Wird DHL das hohe Paketaufkommen in der Zeit vor Weihnachten bewältigen? Die Gewerkschaft DPVKOM äußert daran erhebliche Zweifel und zeichnet in ihrer aktuellen Mitgliederzeitschrift ein düsteres Bild. Dort heißt es: "Selbst in den Sommermonaten, in denen normalerweise aufgrund der Urlaubszeit weniger Sendungen anfallen, herrscht in den meisten Niederlassungen Land unter."

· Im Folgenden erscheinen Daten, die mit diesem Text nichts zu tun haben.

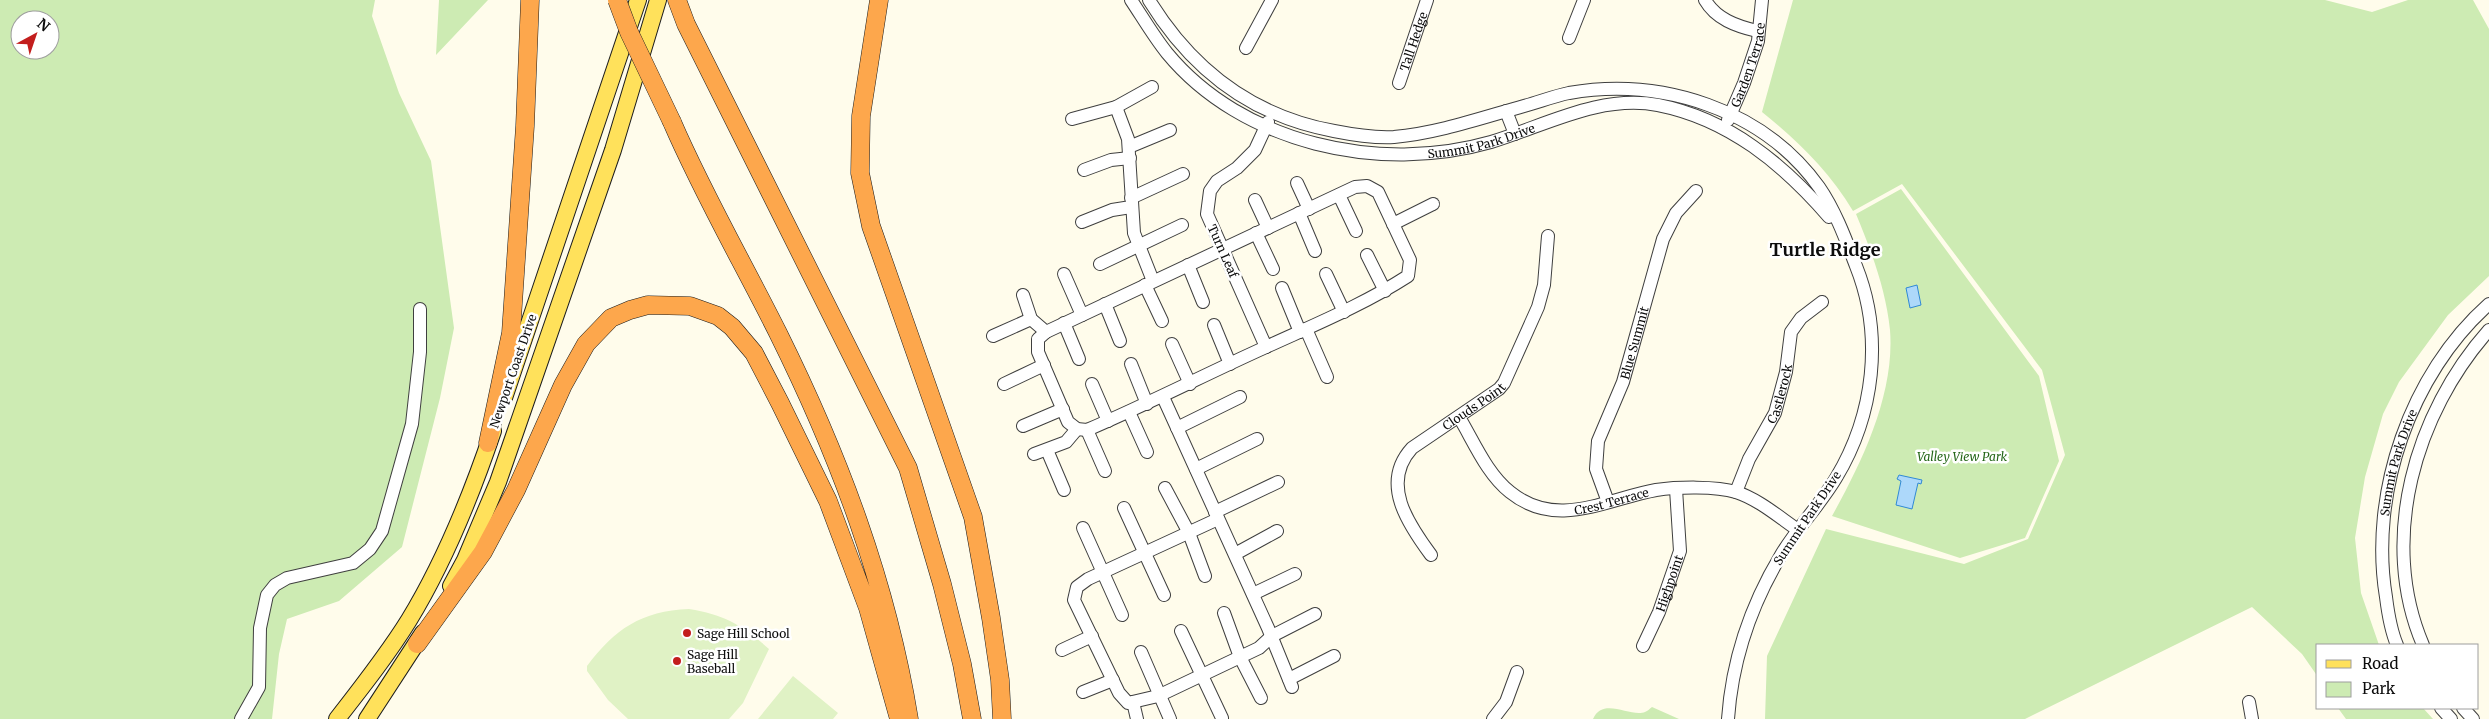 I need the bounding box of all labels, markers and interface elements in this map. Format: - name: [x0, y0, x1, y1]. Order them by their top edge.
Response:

Die 2022 eingeführte Flexibilisierung hat sich laut DPVKOM nicht bewährt. Die Deutsche Post begann damals, Zustellbezirke je nach Sendungsaufkommen flexibel zu vergrößern oder zu verkleinern, um die Arbeitslast für Zusteller gleichmäßiger zu verteilen.
Die Gewerkschaft sieht jedoch keine Verbesserung, im Gegenteil: Es gebe derzeit "massive Probleme" in der Zustellung. Zitat: "Abbrüche und nicht zugestellte Bezirke sind an der Tagesordnung und demotivieren die Beschäftigten." Laut DPVKOM sollen tausende Zusteller das Unternehmen verlassen haben, doch diese Behauptung ist nicht bewiesen.

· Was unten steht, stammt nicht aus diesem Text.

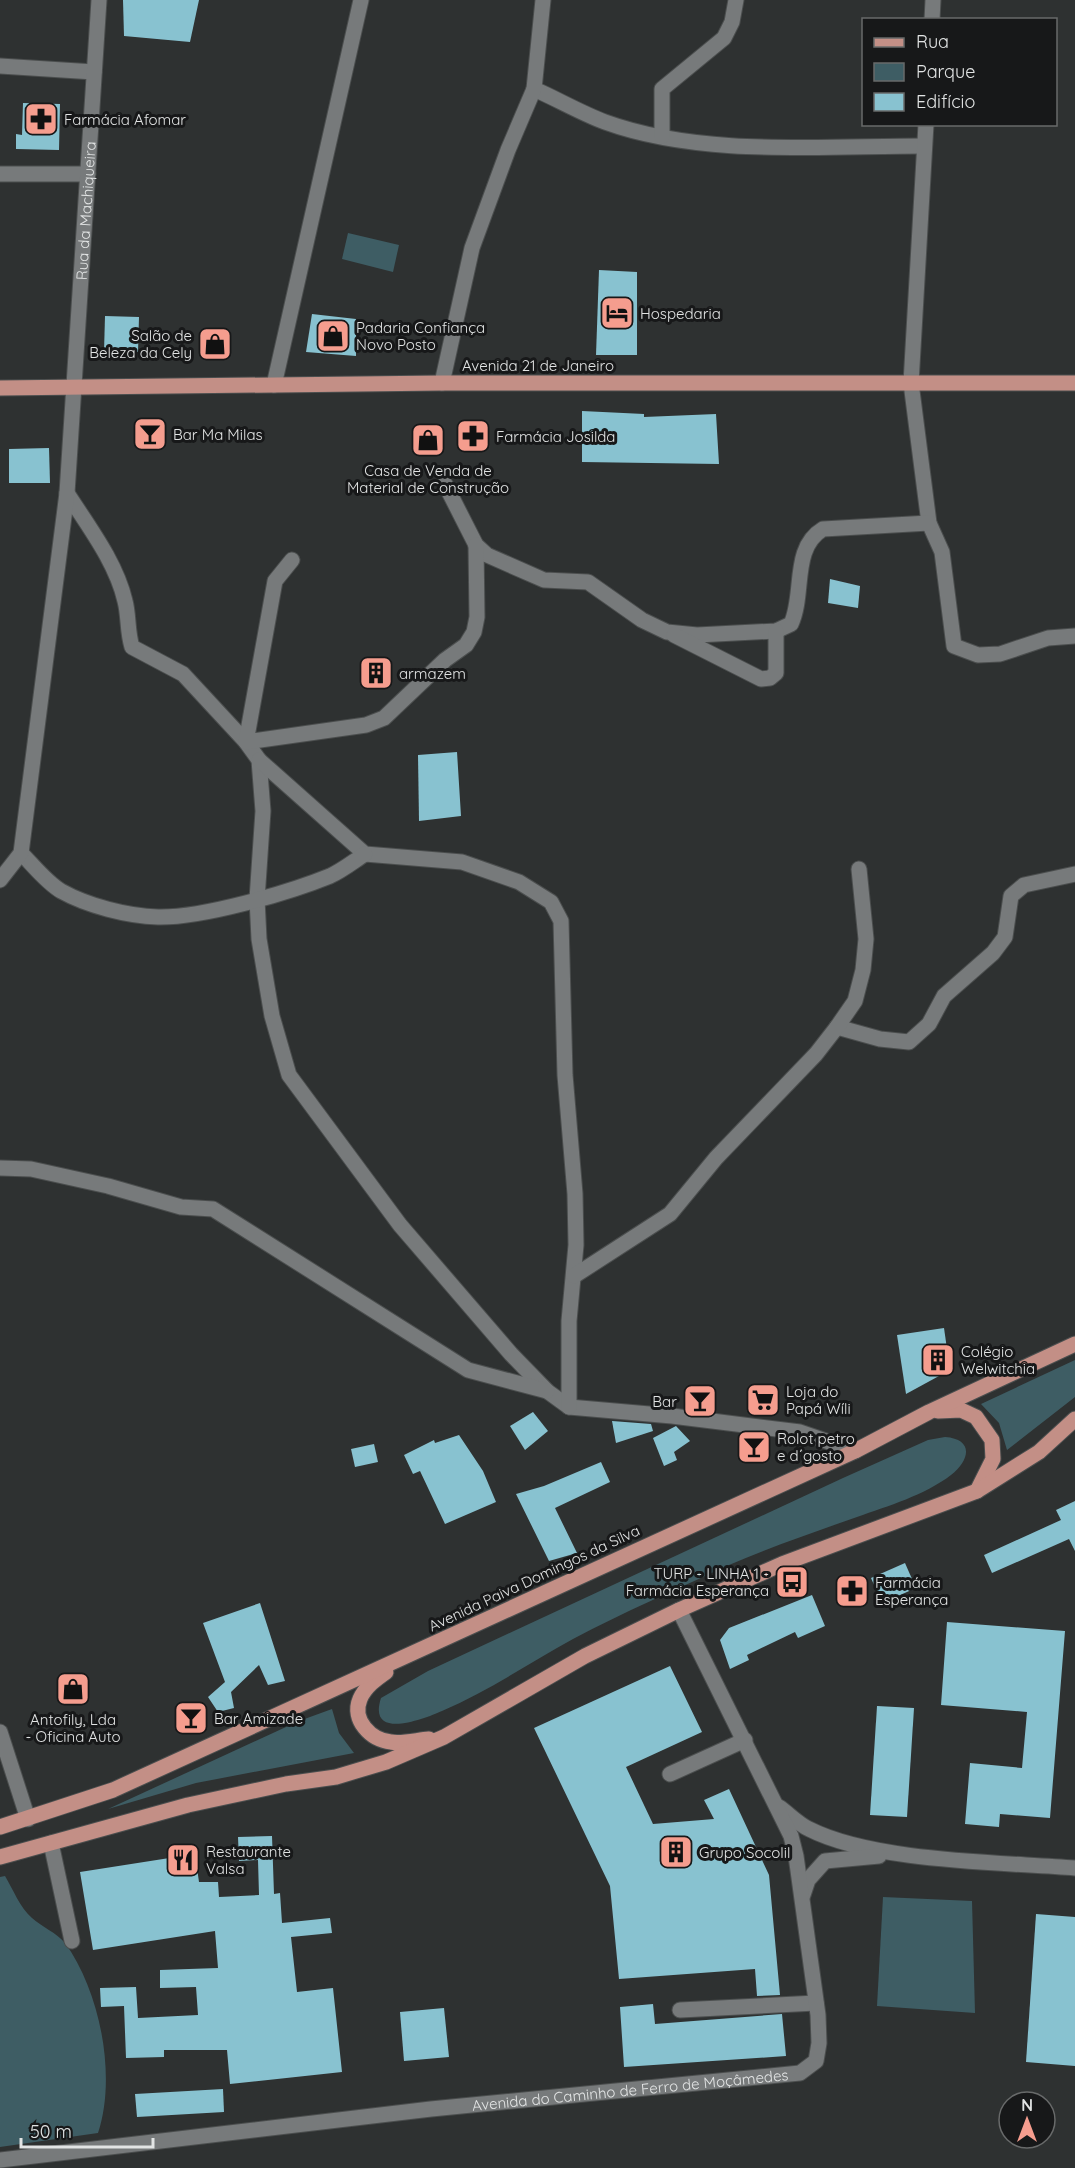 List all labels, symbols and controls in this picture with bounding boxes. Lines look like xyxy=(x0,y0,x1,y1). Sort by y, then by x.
legend xyxy=(862,18,1057,126)
text: Rua xyxy=(916,30,949,53)
text: Parque xyxy=(916,60,975,83)
text: Edifício xyxy=(916,90,975,113)
pharmacy icon: Farmácia Afomar xyxy=(23,101,59,137)
place label: Farmácia Afomar xyxy=(64,110,186,129)
street label: Rua da Machiqueira xyxy=(71,141,99,281)
hotel icon: Hospedaria xyxy=(599,295,635,331)
place label: Hospedaria xyxy=(640,304,721,323)
shop icon: Padaria Confiança Novo Posto xyxy=(315,318,351,354)
place label: Padaria Confiança Novo Posto xyxy=(356,318,485,354)
place label: Salão de Beleza da Cely xyxy=(89,326,192,362)
shop icon: Salão de Beleza da Cely xyxy=(197,326,233,362)
street label: Avenida 21 de Janeiro xyxy=(462,356,614,375)
bar icon: Bar Ma Milas xyxy=(132,416,168,452)
pharmacy icon: Farmácia Josilda xyxy=(455,418,491,454)
shop icon: Casa de Venda de Material de Construção xyxy=(410,422,446,458)
place label: Bar Ma Milas xyxy=(173,425,263,444)
place label: Farmácia Josilda xyxy=(496,427,615,446)
place label: Casa de Venda de Material de Construção xyxy=(347,461,509,497)
building icon: armazem xyxy=(358,655,394,691)
place label: armazem xyxy=(399,664,466,683)
building icon: Colégio Welwitchia xyxy=(920,1342,956,1378)
place label: Colégio Welwitchia xyxy=(961,1342,1035,1378)
supermarket icon: Loja do Papá Wíli xyxy=(745,1382,781,1418)
place label: Loja do Papá Wíli xyxy=(786,1382,851,1418)
bar icon: Bar xyxy=(682,1383,718,1419)
place label: Bar xyxy=(652,1392,677,1411)
bar icon: Rolot petro e d´gosto xyxy=(736,1429,772,1465)
place label: Rolot petro e d´gosto xyxy=(777,1429,855,1465)
street label: Avenida Paiva Domingos da Silva xyxy=(425,1521,643,1635)
place label: TURP - LINHA 1 - Farmácia Esperança xyxy=(626,1564,769,1600)
bus stop icon: TURP - LINHA 1 - Farmácia Esperança xyxy=(774,1564,810,1600)
pharmacy icon: Farmácia Esperança xyxy=(834,1573,870,1609)
place label: Farmácia Esperança xyxy=(875,1573,948,1609)
shop icon: Antofily, Lda - Oficina Auto xyxy=(55,1671,91,1707)
bar icon: Bar Amizade xyxy=(173,1700,209,1736)
place label: Bar Amizade xyxy=(214,1709,303,1728)
place label: Antofily, Lda - Oficina Auto xyxy=(25,1710,121,1746)
building icon: Grupo Socolil xyxy=(658,1834,694,1870)
restaurant icon: Restaurante Valsa xyxy=(165,1842,201,1878)
place label: Restaurante Valsa xyxy=(206,1842,291,1878)
place label: Grupo Socolil xyxy=(699,1843,790,1862)
street label: Avenida do Caminho de Ferro de Moçâmedes xyxy=(471,2065,789,2114)
north arrow xyxy=(997,2090,1057,2150)
text: N xyxy=(1021,2095,1033,2115)
scale bar xyxy=(21,2111,153,2149)
text: 50 m xyxy=(30,2120,72,2143)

Glaubhafter erscheint die Aussage der Gewerkschaft, dass die Deutsche Post zunehmend ausländische Leiharbeiter einsetzt, um die "löchrige Personaldecke" zu stopfen. Post-Lobbyisten hatten sich bereits seit langem für die Entfristung der sogenannten Westbalkanregelung eingesetzt, was im Sommer 2024 schließlich auch umgesetzt wurde und die Beschäftigung von Nicht-EU-Arbeitnehmern erleichtert.

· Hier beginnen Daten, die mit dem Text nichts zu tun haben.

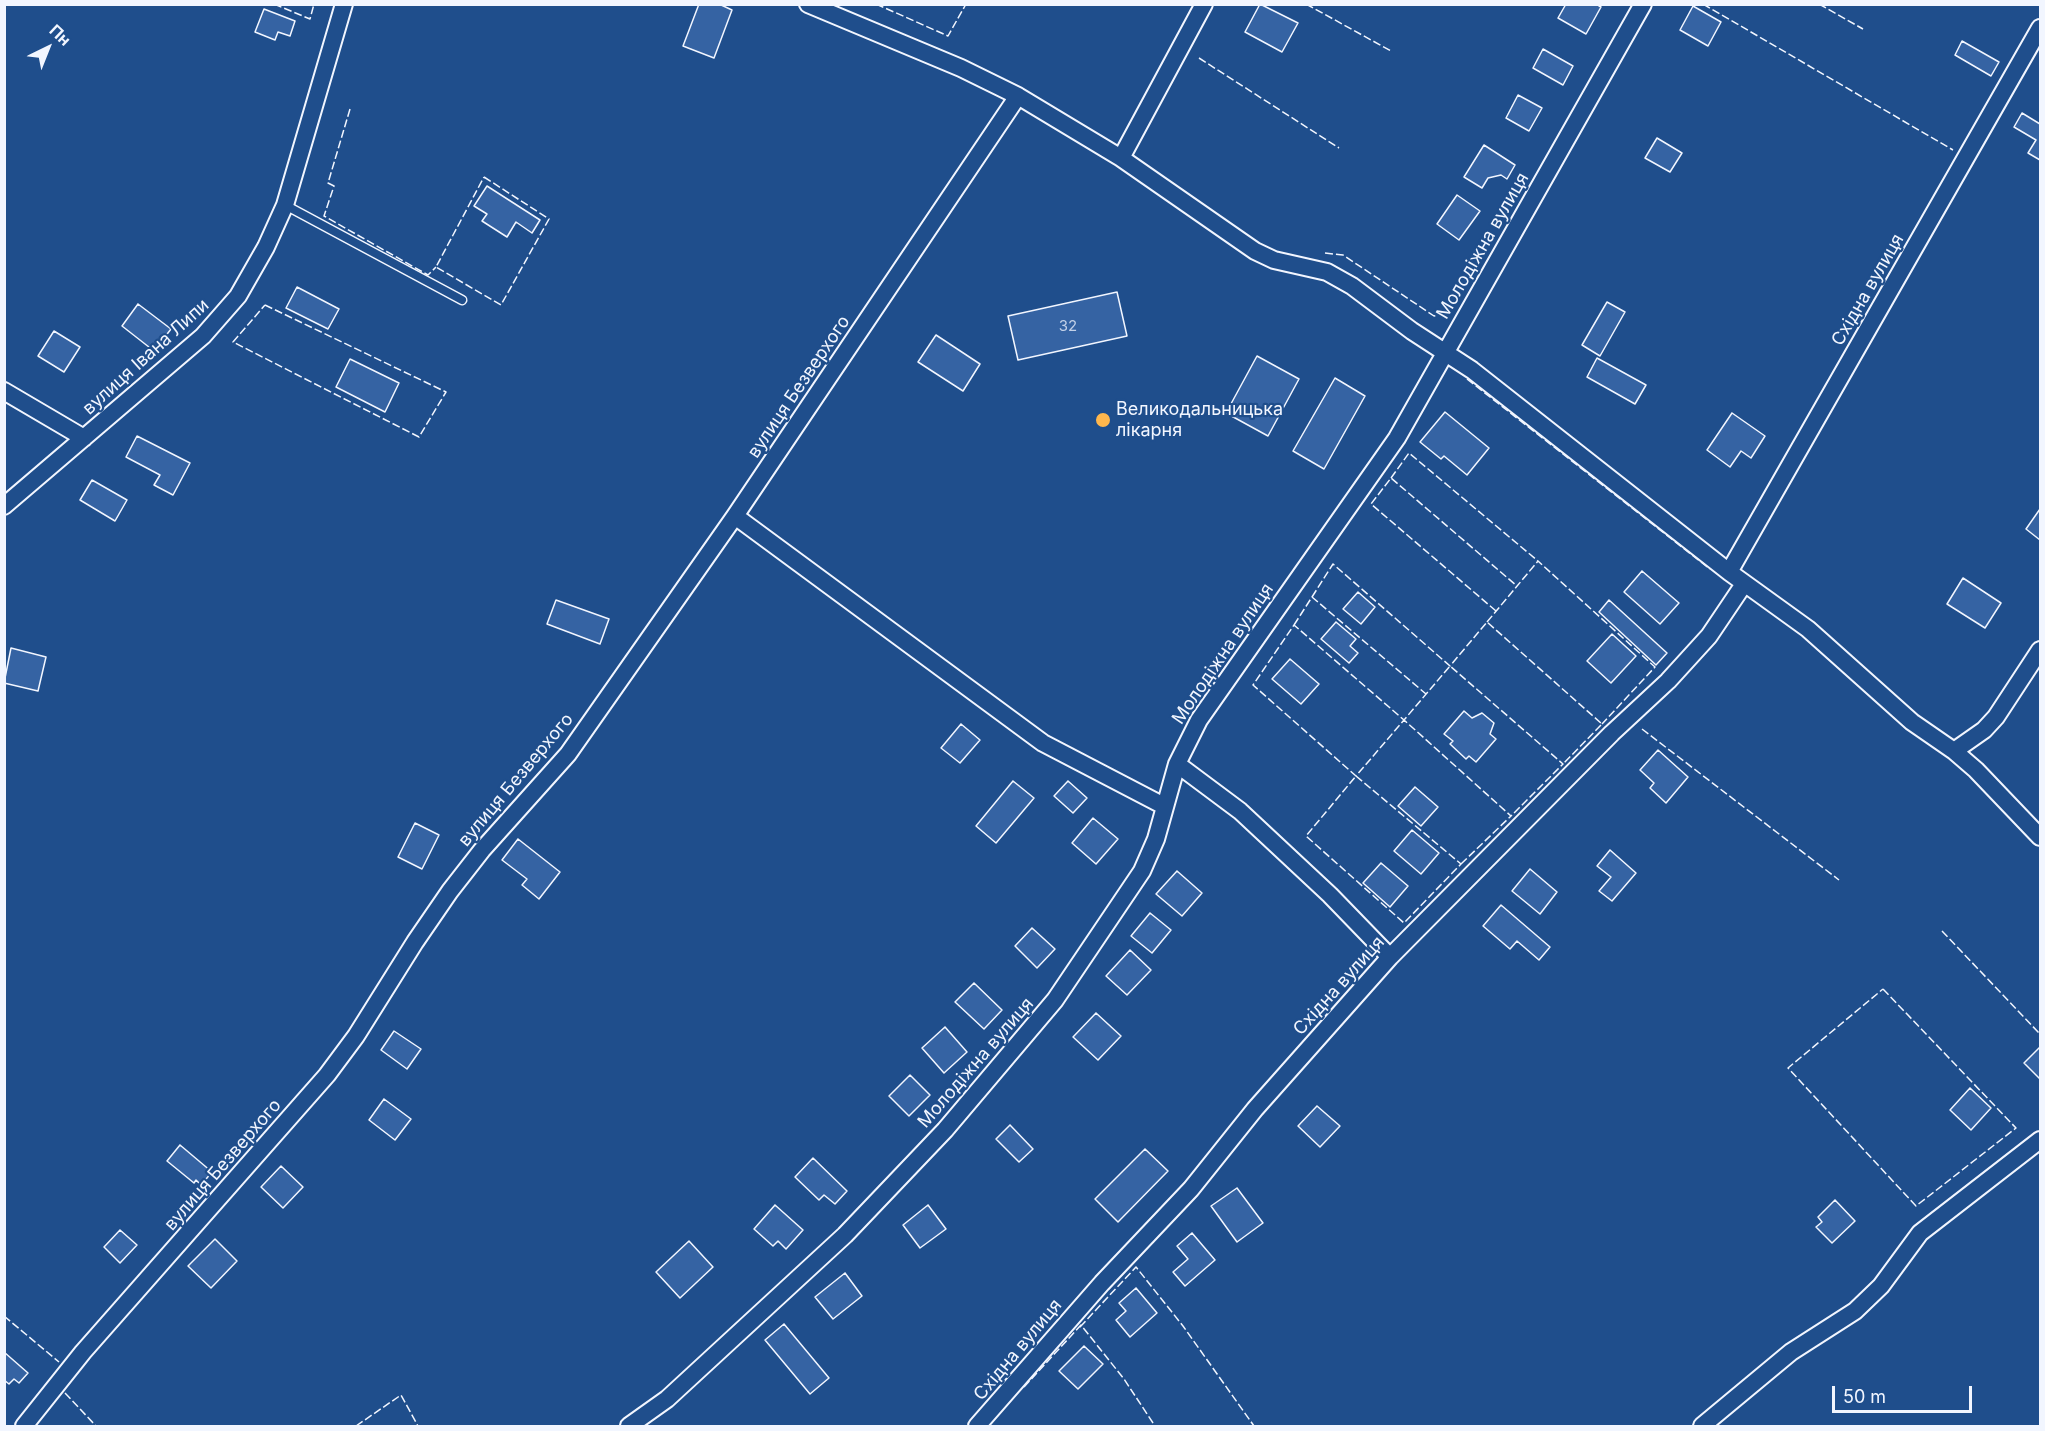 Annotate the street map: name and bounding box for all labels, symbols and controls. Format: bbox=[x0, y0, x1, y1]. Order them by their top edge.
north arrow bbox=[18, 18, 78, 78]
text: Пн bbox=[45, 20, 75, 50]
street label: Молодіжна вулиця bbox=[1432, 169, 1534, 323]
street label: Східна вулиця bbox=[1827, 230, 1909, 350]
street label: вулиця Івана Липи bbox=[78, 295, 214, 419]
street label: вулиця Безверхого bbox=[743, 312, 855, 462]
house number: 32 bbox=[1059, 317, 1077, 335]
place label: Великодальницька лікарня bbox=[1116, 399, 1283, 442]
marker: Великодальницька лікарня bbox=[1094, 411, 1112, 429]
street label: Молодіжна вулиця bbox=[1168, 579, 1278, 729]
street label: вулиця Безверхого bbox=[454, 709, 578, 851]
street label: Східна вулиця bbox=[1289, 932, 1389, 1040]
street label: Молодіжна вулиця bbox=[914, 993, 1038, 1133]
street label: вулиця Безверхого bbox=[160, 1095, 286, 1235]
street label: Східна вулиця bbox=[969, 1295, 1067, 1405]
scale bar bbox=[1835, 1374, 1974, 1412]
text: 50 m bbox=[1843, 1386, 1886, 1407]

Ein anonymer Leserbrief im DPVKOM-Magazin berichtet außerdem, dass die Deutsche Post verstärkt damit begonnen habe, bislang "offline" in den Köpfen der Zusteller vorhandene Informationen zu digitalisieren. Es könnte sich z.B. um Details wie die Öffnungszeiten von Firmenkunden, besondere Zustellvereinbarungen, Wegehinweise oder informelle Absprachen zwischen Zusteller und Empfänger handeln.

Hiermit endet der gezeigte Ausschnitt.